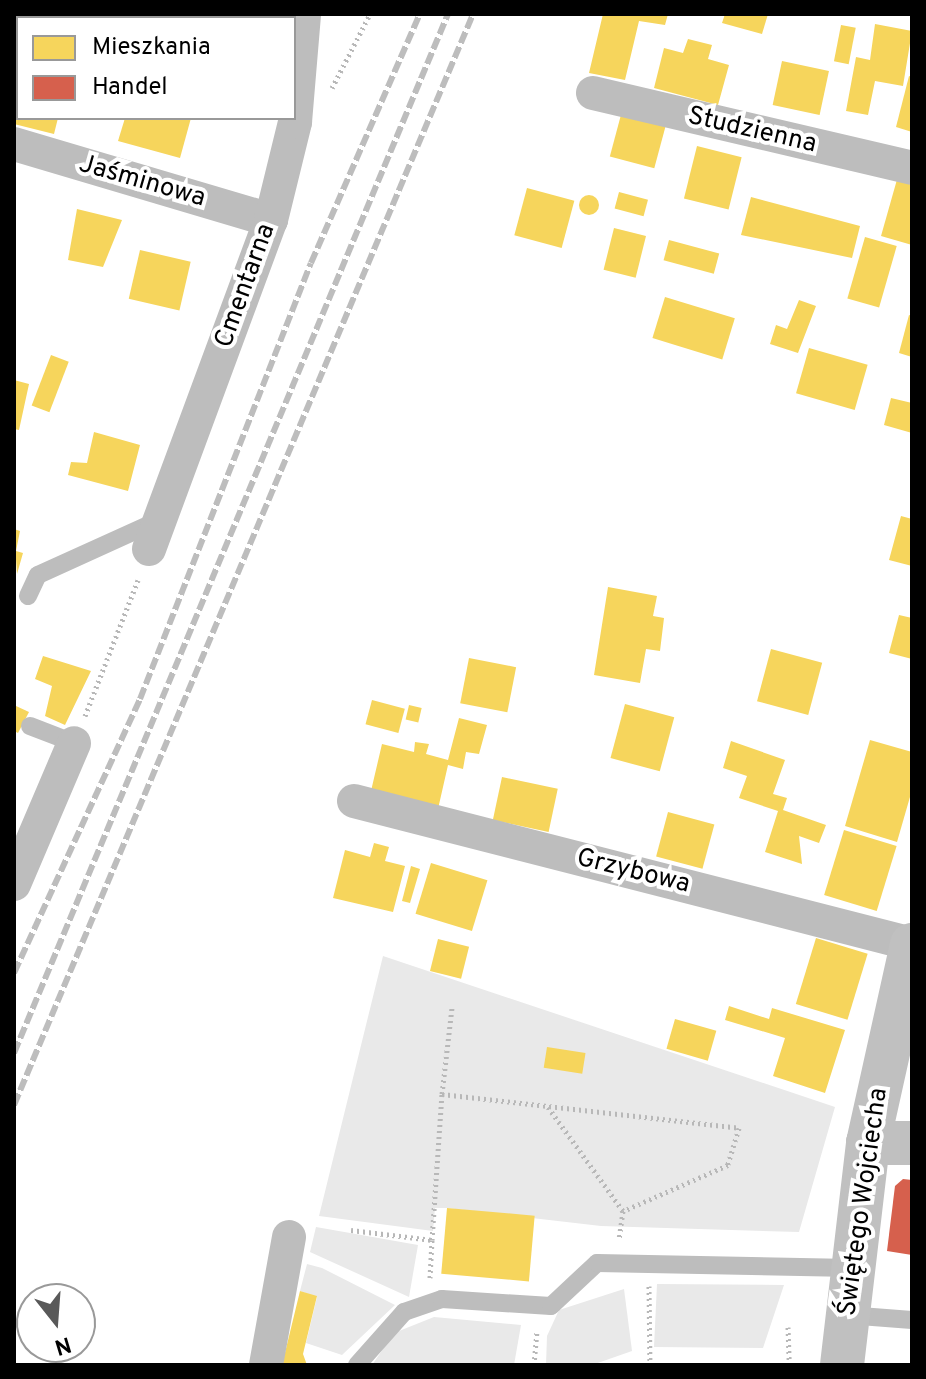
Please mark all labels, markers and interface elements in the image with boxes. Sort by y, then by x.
legend [16,16,296,120]
text: Mieszkania [92,33,211,63]
text: Handel [92,73,168,103]
street label: Studzienna [685,101,819,161]
street label: Jaśminowa [75,149,209,215]
street label: Cmentarna [209,220,283,352]
street label: Grzybowa [573,843,693,901]
street label: Świętego Wojciecha [833,1086,895,1318]
north arrow [16,1283,96,1363]
text: N [51,1329,74,1360]

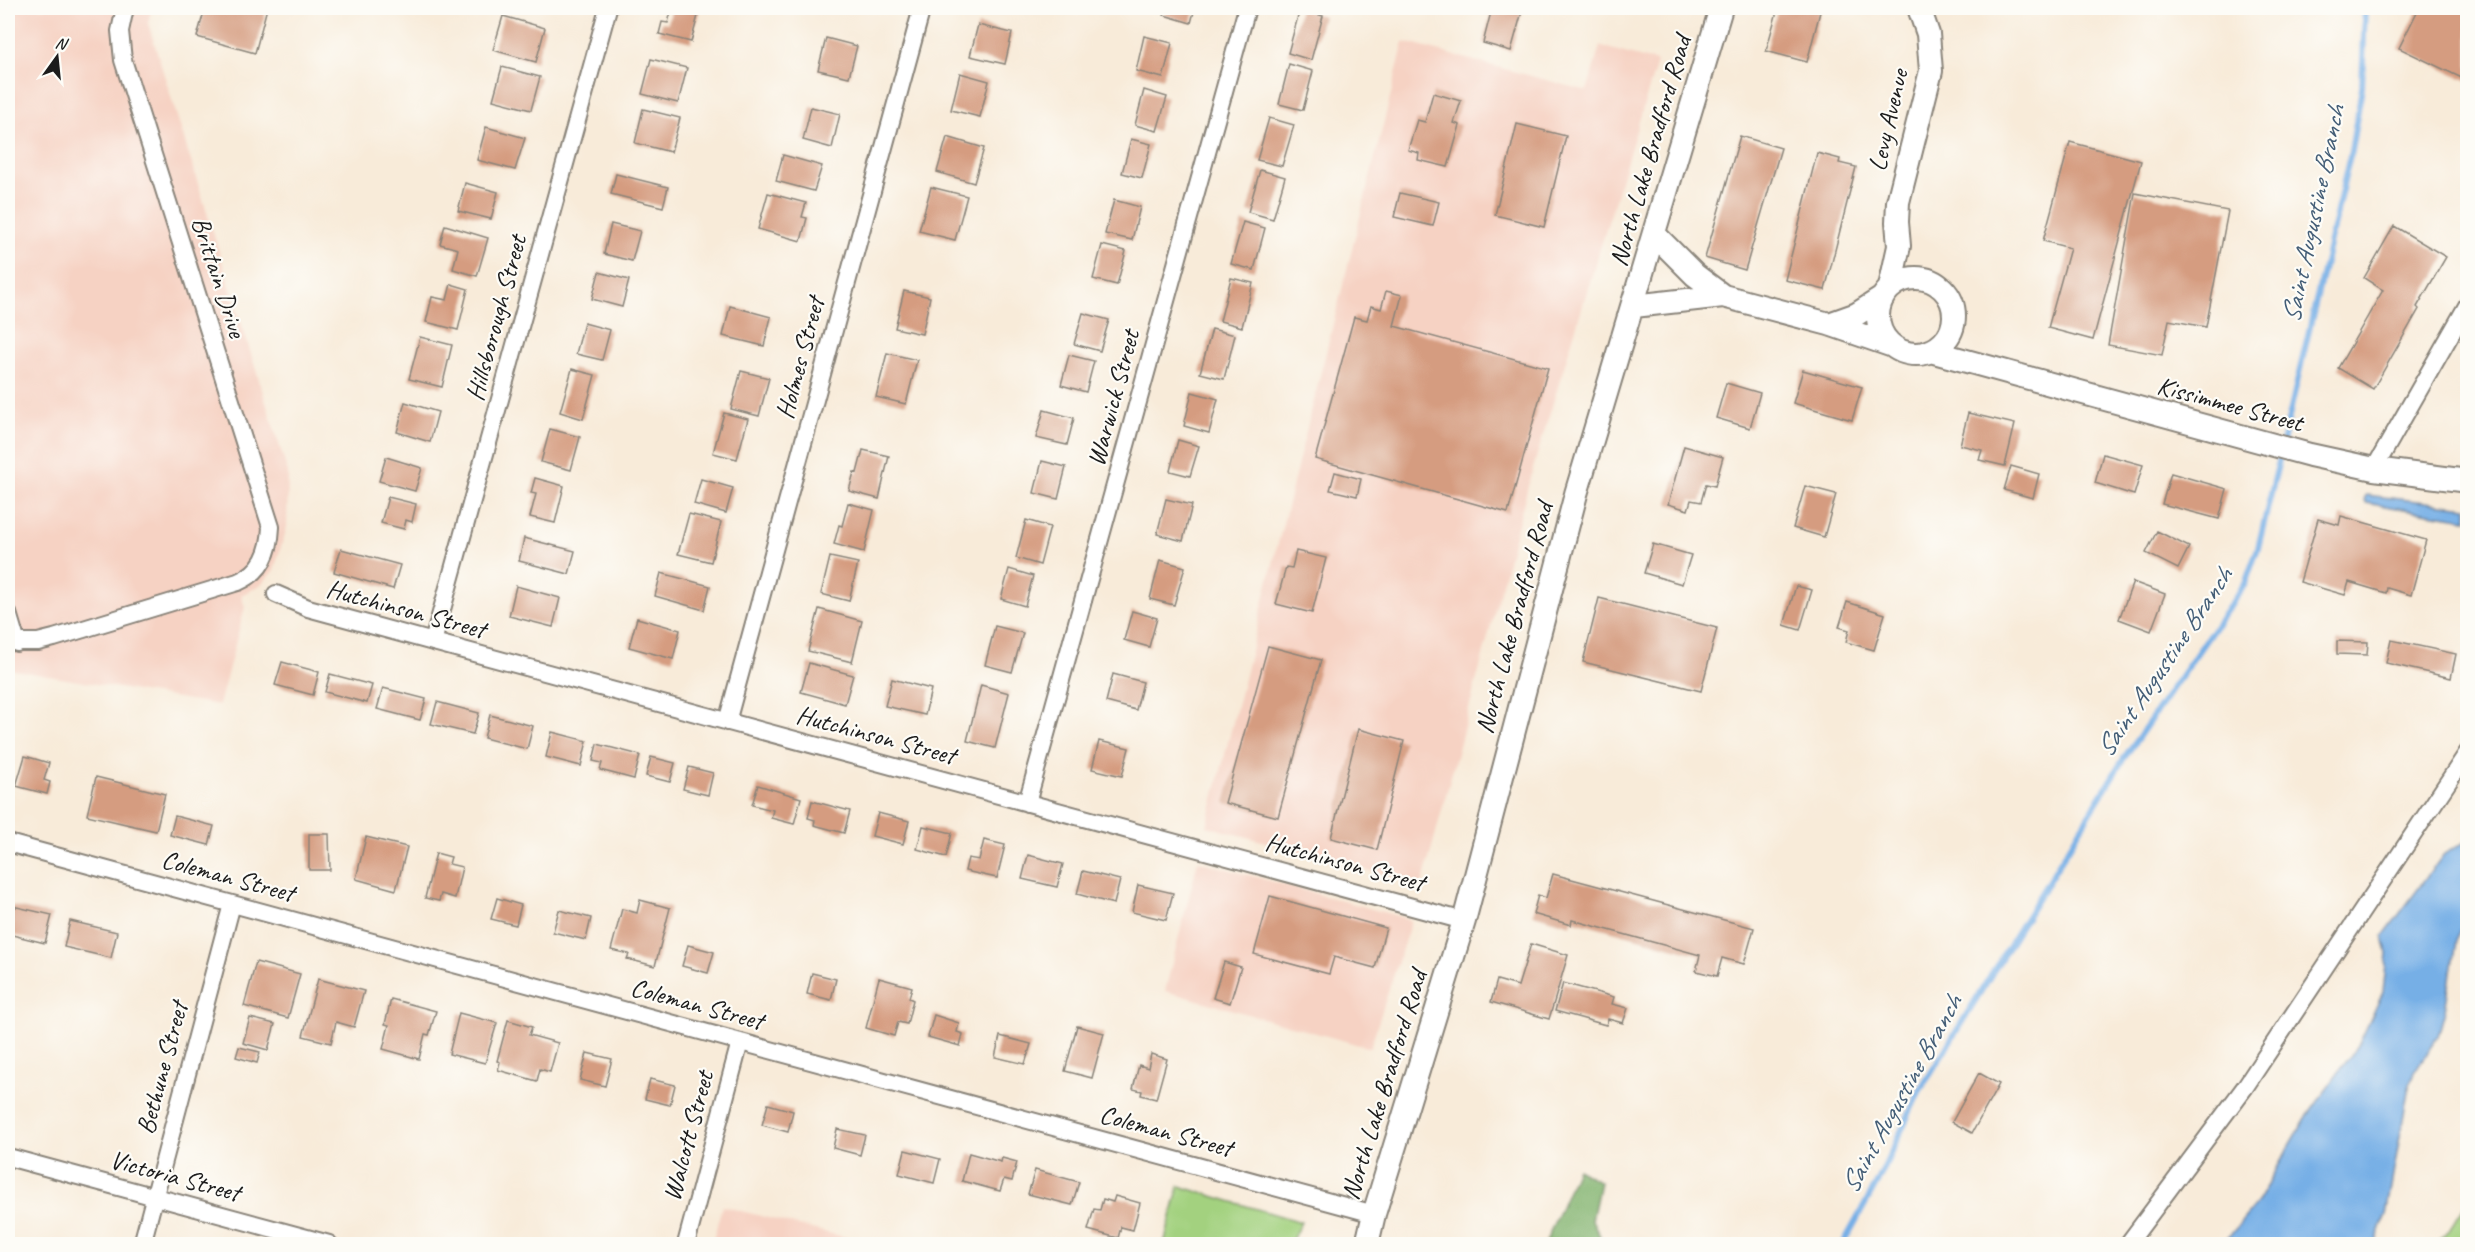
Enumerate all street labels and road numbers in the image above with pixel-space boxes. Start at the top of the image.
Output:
street label: North Lake Bradford Road [1601,28,1700,270]
street label: Levy Avenue [1860,64,1916,174]
street label: Brittain Drive [184,213,254,343]
street label: Hillsborough Street [458,229,535,404]
street label: Holmes Street [768,290,833,422]
street label: Warwick Street [1079,324,1148,470]
street label: Kissimmee Street [2154,369,2309,440]
street label: North Lake Bradford Road [1467,495,1562,737]
street label: Hutchinson Street [323,572,492,647]
street label: Hutchinson Street [793,698,962,773]
street label: Hutchinson Street [1262,825,1431,900]
street label: Coleman Street [158,843,301,910]
street label: North Lake Bradford Road [1333,963,1436,1204]
street label: Coleman Street [627,971,770,1038]
street label: Bethune Street [129,995,196,1138]
street label: Walcott Street [655,1065,722,1204]
street label: Coleman Street [1096,1098,1239,1165]
street label: Victoria Street [106,1143,247,1210]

#### What is being asked
Restate the listing above word for word and skip each picture.

#### Answer section
Please mark all labels, markers and interface elements in the image with boxes. Sort by y, then by x.
legend [16,16,296,120]
text: Mieszkania [92,33,211,63]
text: Handel [92,73,168,103]
street label: Studzienna [685,101,819,161]
street label: Jaśminowa [75,149,209,215]
street label: Cmentarna [209,220,283,352]
street label: Grzybowa [573,843,693,901]
street label: Świętego Wojciecha [833,1086,895,1318]
north arrow [16,1283,96,1363]
text: N [51,1329,74,1360]

Enumerate all street labels and road numbers in the image above with pixel-space boxes. Start at the top of the image.
Output:
street label: North Lake Bradford Road [1601,28,1700,270]
street label: Levy Avenue [1860,64,1916,174]
street label: Brittain Drive [184,213,254,343]
street label: Hillsborough Street [458,229,535,404]
street label: Holmes Street [768,290,833,422]
street label: Warwick Street [1079,324,1148,470]
street label: Kissimmee Street [2154,369,2309,440]
street label: North Lake Bradford Road [1467,495,1562,737]
street label: Hutchinson Street [323,572,492,647]
street label: Hutchinson Street [793,698,962,773]
street label: Hutchinson Street [1262,825,1431,900]
street label: Coleman Street [158,843,301,910]
street label: North Lake Bradford Road [1333,963,1436,1204]
street label: Coleman Street [627,971,770,1038]
street label: Bethune Street [129,995,196,1138]
street label: Walcott Street [655,1065,722,1204]
street label: Coleman Street [1096,1098,1239,1165]
street label: Victoria Street [106,1143,247,1210]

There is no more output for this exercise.